BEGIN INFORMATION GIVEN

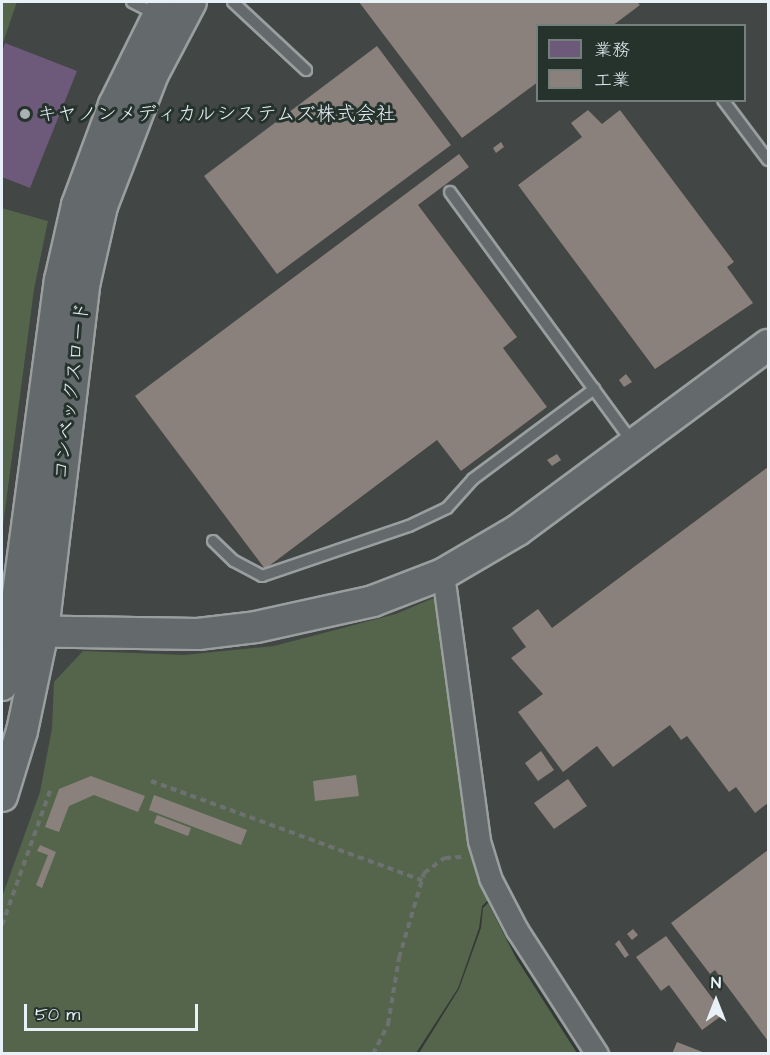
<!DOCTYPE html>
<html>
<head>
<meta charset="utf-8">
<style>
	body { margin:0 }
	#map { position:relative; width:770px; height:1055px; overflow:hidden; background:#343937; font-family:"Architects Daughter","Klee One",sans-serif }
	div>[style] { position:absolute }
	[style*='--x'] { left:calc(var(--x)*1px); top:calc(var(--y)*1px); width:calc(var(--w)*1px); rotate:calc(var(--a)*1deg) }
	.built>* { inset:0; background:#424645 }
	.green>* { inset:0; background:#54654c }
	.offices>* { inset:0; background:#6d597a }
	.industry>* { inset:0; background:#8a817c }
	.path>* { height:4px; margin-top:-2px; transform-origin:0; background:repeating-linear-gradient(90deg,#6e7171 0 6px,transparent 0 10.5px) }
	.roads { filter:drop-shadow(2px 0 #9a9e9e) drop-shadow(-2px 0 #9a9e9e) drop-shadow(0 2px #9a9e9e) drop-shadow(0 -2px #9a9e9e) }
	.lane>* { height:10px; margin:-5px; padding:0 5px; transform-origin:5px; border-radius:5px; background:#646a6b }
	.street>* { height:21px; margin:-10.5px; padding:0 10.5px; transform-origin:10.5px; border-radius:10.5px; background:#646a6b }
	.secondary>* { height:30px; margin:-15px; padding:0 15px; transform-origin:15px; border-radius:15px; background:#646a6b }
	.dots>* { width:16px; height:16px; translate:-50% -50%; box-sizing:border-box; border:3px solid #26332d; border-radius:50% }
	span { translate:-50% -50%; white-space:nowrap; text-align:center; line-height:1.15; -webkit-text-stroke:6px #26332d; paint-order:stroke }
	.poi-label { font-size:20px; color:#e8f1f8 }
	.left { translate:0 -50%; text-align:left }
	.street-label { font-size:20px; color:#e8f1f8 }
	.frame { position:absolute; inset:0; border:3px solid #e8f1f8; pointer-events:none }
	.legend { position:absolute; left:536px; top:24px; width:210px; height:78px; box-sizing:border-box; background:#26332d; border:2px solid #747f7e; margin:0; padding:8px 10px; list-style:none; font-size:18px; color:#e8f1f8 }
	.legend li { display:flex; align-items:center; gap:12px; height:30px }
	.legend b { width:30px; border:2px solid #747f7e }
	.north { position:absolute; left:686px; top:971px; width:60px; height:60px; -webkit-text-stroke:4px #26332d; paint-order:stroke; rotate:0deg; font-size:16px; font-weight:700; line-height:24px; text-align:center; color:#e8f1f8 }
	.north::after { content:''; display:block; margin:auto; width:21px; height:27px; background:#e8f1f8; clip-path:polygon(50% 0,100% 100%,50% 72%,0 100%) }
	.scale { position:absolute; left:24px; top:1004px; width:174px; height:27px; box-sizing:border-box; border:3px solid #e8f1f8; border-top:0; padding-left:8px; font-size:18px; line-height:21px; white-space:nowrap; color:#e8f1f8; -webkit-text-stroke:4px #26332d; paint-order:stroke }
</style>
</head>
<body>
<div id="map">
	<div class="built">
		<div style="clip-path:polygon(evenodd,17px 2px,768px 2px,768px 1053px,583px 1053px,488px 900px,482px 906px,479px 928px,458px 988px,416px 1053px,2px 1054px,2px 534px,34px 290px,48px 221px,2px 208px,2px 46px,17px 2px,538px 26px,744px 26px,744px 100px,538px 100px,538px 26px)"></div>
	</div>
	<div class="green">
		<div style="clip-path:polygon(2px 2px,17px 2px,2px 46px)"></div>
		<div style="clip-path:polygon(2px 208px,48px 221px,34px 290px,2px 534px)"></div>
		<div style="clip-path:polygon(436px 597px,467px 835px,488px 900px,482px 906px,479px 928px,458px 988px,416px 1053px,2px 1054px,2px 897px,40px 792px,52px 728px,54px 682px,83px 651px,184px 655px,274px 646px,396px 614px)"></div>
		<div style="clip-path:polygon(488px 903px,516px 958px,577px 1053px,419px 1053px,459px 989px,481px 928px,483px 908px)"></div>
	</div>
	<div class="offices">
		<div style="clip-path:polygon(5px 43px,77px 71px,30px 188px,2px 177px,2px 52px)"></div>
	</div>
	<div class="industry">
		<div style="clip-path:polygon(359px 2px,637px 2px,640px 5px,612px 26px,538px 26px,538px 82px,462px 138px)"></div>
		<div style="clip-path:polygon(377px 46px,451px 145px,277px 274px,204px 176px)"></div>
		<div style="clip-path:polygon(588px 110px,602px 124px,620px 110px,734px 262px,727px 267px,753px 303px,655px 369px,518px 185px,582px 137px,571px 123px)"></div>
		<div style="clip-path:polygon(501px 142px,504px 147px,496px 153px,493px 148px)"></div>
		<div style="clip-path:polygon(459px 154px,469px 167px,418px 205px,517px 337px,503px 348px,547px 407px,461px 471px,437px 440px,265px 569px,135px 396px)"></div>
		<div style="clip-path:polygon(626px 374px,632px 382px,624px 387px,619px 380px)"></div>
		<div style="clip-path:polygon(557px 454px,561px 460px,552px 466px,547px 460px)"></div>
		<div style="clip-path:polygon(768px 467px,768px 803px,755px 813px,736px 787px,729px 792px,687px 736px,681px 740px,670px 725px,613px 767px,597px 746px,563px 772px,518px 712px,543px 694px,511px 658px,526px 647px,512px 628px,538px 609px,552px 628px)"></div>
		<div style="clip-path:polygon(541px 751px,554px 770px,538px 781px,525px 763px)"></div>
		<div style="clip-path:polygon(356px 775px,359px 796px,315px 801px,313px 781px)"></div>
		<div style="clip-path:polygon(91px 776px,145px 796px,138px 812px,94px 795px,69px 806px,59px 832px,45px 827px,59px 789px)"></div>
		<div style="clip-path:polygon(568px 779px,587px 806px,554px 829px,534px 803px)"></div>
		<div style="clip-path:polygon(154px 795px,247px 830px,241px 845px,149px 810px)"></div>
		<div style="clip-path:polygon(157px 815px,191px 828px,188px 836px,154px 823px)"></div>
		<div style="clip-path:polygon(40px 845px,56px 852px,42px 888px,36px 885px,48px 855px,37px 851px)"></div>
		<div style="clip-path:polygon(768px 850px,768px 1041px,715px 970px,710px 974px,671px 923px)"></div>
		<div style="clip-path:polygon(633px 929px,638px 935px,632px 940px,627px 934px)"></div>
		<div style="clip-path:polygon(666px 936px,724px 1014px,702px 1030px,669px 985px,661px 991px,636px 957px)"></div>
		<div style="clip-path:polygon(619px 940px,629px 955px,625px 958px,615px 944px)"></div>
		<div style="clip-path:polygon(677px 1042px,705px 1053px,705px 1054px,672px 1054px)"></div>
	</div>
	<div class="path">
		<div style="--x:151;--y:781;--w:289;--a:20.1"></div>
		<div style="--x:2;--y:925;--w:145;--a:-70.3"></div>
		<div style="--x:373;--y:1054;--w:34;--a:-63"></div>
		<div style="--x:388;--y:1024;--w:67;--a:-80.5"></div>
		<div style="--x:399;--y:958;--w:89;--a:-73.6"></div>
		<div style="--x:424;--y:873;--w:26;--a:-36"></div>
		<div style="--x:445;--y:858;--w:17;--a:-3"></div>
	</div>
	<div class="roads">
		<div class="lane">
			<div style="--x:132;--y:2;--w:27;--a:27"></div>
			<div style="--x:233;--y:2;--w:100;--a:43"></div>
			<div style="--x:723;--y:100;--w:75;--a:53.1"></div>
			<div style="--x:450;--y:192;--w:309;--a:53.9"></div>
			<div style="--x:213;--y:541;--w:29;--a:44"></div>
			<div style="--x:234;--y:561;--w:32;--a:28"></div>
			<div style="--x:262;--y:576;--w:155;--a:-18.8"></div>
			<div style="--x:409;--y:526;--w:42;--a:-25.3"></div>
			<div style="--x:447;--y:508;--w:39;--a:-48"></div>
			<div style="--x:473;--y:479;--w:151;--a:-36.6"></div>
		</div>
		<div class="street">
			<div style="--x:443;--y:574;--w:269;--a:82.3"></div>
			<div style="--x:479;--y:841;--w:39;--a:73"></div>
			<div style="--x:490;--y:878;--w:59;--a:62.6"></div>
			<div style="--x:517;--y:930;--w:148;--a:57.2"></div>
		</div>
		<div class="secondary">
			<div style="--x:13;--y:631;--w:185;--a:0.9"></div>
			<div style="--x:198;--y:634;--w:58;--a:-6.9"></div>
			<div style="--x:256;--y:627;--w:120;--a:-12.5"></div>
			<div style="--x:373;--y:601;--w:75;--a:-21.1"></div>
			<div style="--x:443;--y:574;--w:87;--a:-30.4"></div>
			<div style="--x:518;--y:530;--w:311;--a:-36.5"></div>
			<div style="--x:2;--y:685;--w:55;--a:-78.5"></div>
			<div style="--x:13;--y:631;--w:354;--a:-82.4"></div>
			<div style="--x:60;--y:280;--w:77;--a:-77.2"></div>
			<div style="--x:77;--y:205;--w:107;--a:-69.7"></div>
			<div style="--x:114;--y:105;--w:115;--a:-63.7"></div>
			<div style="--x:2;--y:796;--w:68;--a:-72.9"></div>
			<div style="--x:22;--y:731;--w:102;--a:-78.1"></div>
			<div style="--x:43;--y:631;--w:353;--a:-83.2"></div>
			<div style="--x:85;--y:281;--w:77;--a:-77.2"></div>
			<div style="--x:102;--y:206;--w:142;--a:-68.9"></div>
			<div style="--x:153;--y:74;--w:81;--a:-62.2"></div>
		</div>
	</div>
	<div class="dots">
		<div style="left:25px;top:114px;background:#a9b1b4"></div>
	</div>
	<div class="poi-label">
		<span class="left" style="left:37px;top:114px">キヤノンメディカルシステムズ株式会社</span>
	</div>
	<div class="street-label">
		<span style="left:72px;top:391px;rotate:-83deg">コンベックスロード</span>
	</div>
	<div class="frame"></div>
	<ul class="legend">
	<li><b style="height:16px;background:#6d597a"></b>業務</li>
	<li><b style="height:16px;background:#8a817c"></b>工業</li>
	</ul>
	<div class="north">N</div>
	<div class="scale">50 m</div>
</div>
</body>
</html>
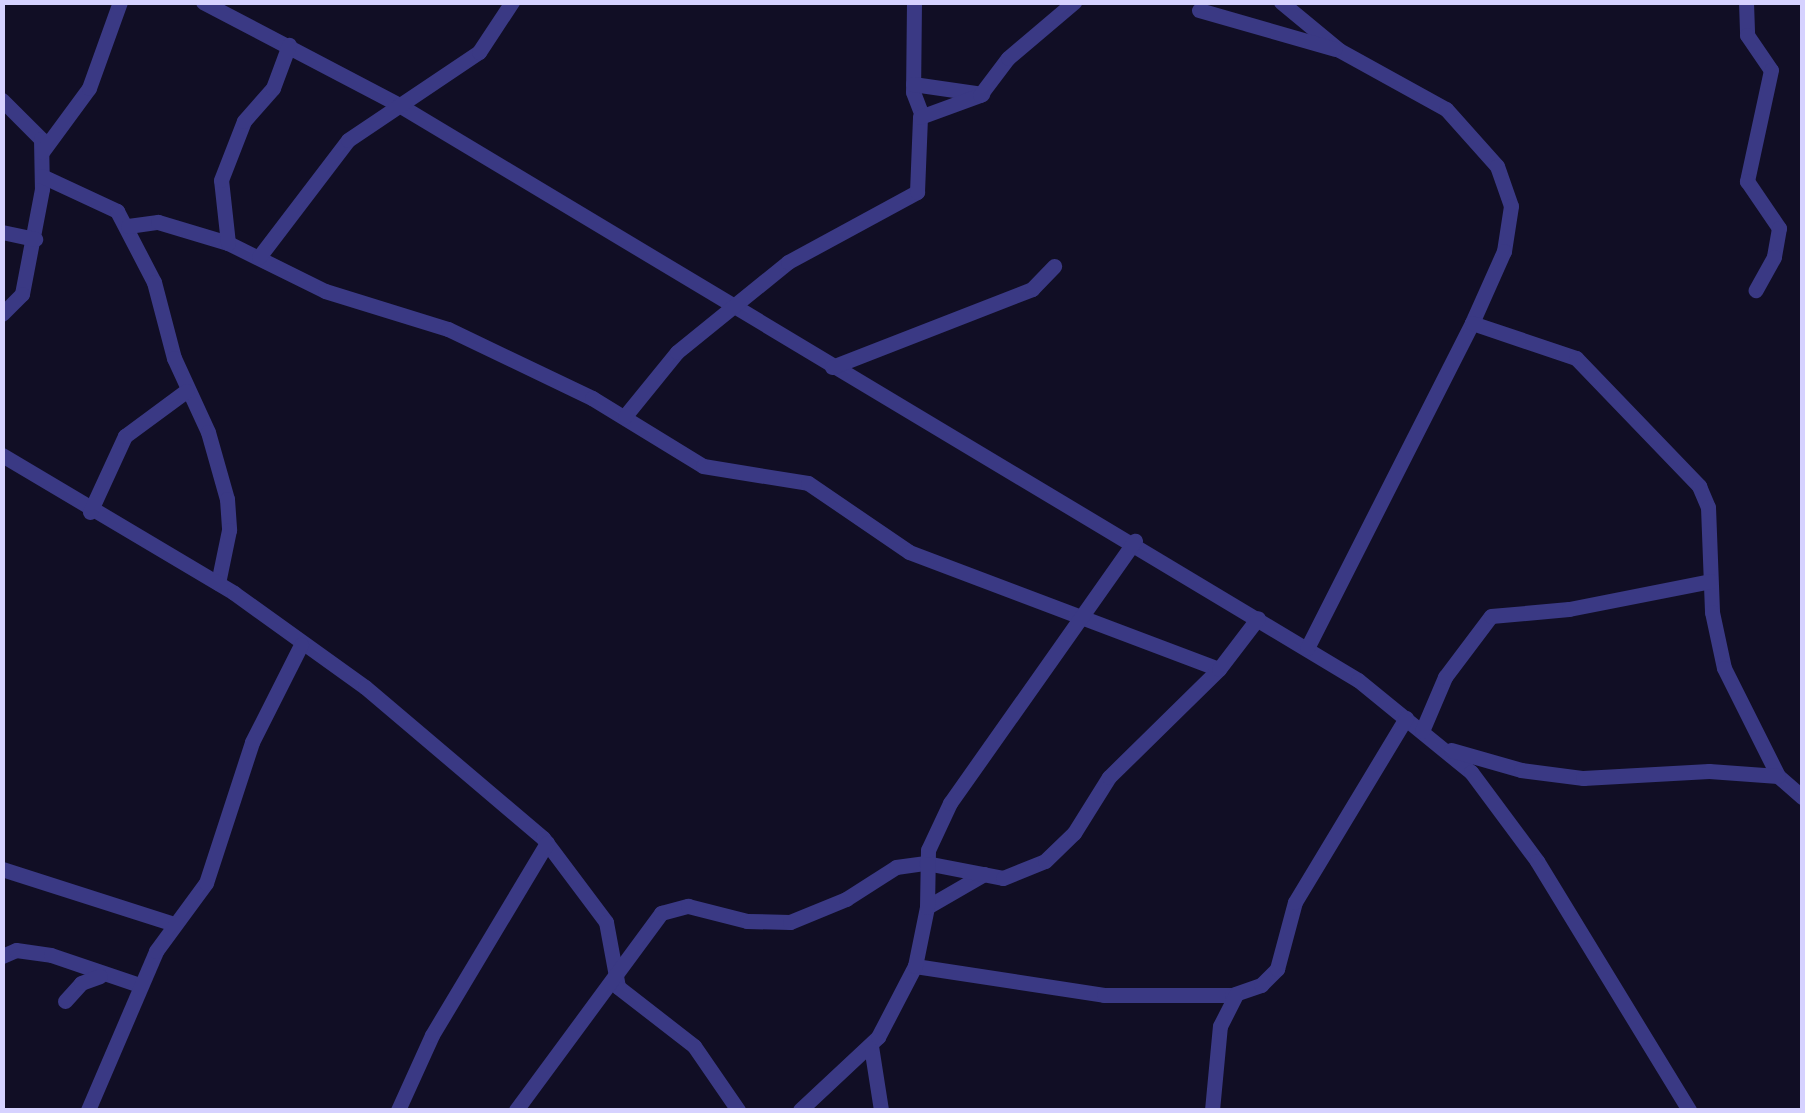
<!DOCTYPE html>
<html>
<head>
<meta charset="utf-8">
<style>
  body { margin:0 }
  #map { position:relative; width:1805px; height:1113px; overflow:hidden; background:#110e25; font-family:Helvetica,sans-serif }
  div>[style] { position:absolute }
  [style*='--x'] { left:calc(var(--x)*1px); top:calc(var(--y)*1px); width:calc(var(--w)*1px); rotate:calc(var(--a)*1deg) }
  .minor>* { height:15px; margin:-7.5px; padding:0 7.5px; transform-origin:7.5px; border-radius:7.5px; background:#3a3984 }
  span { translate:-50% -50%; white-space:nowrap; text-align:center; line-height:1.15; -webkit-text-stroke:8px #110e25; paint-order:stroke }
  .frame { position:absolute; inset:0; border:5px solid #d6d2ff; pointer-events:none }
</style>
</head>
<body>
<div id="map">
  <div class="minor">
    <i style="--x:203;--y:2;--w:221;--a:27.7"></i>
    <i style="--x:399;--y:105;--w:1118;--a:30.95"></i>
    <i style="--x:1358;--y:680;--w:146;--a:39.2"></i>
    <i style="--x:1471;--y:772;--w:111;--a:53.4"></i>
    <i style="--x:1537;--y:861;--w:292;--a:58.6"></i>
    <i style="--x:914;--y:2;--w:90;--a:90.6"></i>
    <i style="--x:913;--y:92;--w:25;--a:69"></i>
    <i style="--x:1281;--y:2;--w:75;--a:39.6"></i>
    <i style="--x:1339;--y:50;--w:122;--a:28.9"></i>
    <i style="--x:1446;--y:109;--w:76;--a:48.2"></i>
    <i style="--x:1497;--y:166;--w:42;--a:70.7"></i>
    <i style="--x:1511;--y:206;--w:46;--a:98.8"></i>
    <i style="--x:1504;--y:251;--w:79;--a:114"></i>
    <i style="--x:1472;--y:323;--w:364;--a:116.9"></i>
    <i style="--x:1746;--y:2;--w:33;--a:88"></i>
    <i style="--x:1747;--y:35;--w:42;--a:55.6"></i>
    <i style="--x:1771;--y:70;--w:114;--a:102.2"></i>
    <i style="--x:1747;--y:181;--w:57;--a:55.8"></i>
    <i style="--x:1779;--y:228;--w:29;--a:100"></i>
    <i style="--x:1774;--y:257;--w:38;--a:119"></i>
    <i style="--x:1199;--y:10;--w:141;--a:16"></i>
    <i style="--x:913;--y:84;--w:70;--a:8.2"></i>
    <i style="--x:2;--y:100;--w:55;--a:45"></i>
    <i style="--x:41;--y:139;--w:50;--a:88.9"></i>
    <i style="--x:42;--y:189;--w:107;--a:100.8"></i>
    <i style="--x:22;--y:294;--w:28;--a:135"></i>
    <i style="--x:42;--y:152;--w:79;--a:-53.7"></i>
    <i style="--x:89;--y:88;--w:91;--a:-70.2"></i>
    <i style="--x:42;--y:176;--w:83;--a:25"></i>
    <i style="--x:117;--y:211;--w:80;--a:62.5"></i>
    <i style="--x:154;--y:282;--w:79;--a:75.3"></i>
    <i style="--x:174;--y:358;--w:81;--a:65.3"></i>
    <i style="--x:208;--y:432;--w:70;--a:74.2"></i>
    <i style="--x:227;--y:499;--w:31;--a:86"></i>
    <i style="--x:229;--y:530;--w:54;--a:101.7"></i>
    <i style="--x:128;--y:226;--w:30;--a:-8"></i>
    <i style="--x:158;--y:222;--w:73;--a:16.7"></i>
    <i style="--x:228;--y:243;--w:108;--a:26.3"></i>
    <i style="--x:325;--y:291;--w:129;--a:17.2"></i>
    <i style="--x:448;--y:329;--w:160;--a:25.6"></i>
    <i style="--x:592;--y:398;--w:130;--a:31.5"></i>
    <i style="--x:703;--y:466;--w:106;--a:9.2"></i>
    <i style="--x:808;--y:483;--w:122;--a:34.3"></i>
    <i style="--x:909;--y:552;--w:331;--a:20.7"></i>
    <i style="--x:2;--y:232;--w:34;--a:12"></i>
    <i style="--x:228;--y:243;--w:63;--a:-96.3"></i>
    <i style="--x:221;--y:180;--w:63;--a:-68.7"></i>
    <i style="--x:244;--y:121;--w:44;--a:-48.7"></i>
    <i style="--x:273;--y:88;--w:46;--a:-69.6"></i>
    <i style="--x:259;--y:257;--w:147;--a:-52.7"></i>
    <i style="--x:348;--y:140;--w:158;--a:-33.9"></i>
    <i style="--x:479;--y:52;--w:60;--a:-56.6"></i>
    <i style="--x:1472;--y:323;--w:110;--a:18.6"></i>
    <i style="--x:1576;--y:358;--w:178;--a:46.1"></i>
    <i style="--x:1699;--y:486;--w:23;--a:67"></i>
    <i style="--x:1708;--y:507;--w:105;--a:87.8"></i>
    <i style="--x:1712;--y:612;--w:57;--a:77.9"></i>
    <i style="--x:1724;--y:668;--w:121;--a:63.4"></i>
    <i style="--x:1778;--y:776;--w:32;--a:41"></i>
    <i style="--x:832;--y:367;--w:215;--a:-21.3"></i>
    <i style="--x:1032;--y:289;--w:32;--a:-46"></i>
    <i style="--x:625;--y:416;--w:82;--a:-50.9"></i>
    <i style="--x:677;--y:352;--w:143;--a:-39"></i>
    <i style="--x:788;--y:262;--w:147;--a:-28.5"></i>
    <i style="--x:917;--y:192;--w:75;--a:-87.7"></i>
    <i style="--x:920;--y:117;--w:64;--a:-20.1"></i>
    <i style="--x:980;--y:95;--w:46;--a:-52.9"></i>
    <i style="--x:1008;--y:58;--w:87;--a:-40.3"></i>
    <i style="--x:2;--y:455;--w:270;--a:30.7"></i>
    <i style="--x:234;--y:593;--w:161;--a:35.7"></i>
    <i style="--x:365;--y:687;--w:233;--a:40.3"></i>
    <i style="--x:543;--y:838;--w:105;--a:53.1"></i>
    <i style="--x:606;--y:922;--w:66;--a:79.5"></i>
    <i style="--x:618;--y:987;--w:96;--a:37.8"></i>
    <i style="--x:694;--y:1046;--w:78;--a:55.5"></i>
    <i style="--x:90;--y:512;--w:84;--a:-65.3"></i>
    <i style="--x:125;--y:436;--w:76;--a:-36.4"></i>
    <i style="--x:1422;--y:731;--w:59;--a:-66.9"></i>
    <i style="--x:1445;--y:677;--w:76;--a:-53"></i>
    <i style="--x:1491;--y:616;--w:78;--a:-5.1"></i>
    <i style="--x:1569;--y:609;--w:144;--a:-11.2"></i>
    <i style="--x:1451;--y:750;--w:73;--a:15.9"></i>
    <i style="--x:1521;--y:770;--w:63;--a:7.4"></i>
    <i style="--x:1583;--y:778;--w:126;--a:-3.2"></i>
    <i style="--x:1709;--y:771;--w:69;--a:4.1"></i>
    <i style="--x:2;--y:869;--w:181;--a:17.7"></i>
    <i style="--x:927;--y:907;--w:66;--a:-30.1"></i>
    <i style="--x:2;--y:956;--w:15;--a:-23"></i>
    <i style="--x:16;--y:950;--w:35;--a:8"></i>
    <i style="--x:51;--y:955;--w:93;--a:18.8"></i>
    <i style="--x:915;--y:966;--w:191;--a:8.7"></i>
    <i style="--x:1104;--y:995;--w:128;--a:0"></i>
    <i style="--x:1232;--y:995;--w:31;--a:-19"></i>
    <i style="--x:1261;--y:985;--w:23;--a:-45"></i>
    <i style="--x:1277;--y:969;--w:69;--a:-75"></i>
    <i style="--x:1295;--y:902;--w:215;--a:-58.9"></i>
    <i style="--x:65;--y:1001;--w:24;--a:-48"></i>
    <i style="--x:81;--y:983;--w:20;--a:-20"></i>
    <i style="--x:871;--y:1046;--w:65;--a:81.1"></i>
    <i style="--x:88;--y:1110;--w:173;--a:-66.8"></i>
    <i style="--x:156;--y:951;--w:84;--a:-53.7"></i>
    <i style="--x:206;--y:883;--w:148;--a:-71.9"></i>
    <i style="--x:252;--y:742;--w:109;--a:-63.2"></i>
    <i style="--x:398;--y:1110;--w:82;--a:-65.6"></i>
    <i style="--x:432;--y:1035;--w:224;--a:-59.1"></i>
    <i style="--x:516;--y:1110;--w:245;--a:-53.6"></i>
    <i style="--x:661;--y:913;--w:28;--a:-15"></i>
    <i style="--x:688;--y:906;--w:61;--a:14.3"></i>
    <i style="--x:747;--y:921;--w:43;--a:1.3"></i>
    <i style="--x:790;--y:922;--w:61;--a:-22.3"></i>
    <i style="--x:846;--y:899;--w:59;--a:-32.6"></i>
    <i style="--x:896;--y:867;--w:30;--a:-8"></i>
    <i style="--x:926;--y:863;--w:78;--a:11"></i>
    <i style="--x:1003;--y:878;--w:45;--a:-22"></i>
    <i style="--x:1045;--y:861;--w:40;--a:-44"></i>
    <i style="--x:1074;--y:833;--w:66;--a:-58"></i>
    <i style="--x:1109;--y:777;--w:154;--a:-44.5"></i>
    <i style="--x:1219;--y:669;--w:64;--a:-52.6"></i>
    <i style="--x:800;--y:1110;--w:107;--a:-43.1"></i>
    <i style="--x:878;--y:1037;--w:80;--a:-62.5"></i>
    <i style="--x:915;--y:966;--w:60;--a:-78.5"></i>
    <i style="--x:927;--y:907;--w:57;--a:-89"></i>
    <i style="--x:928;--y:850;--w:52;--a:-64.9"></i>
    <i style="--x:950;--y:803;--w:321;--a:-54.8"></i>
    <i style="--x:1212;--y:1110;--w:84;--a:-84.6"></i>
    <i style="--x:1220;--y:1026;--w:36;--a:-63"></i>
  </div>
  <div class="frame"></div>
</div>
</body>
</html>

END INFORMATION GIVEN

BRIEF:
Search the entries for the word "built" and gather every line where it appears.

ANSWER BELOW:
	.built>* { inset:0; background:#424645 }
	<div class="built">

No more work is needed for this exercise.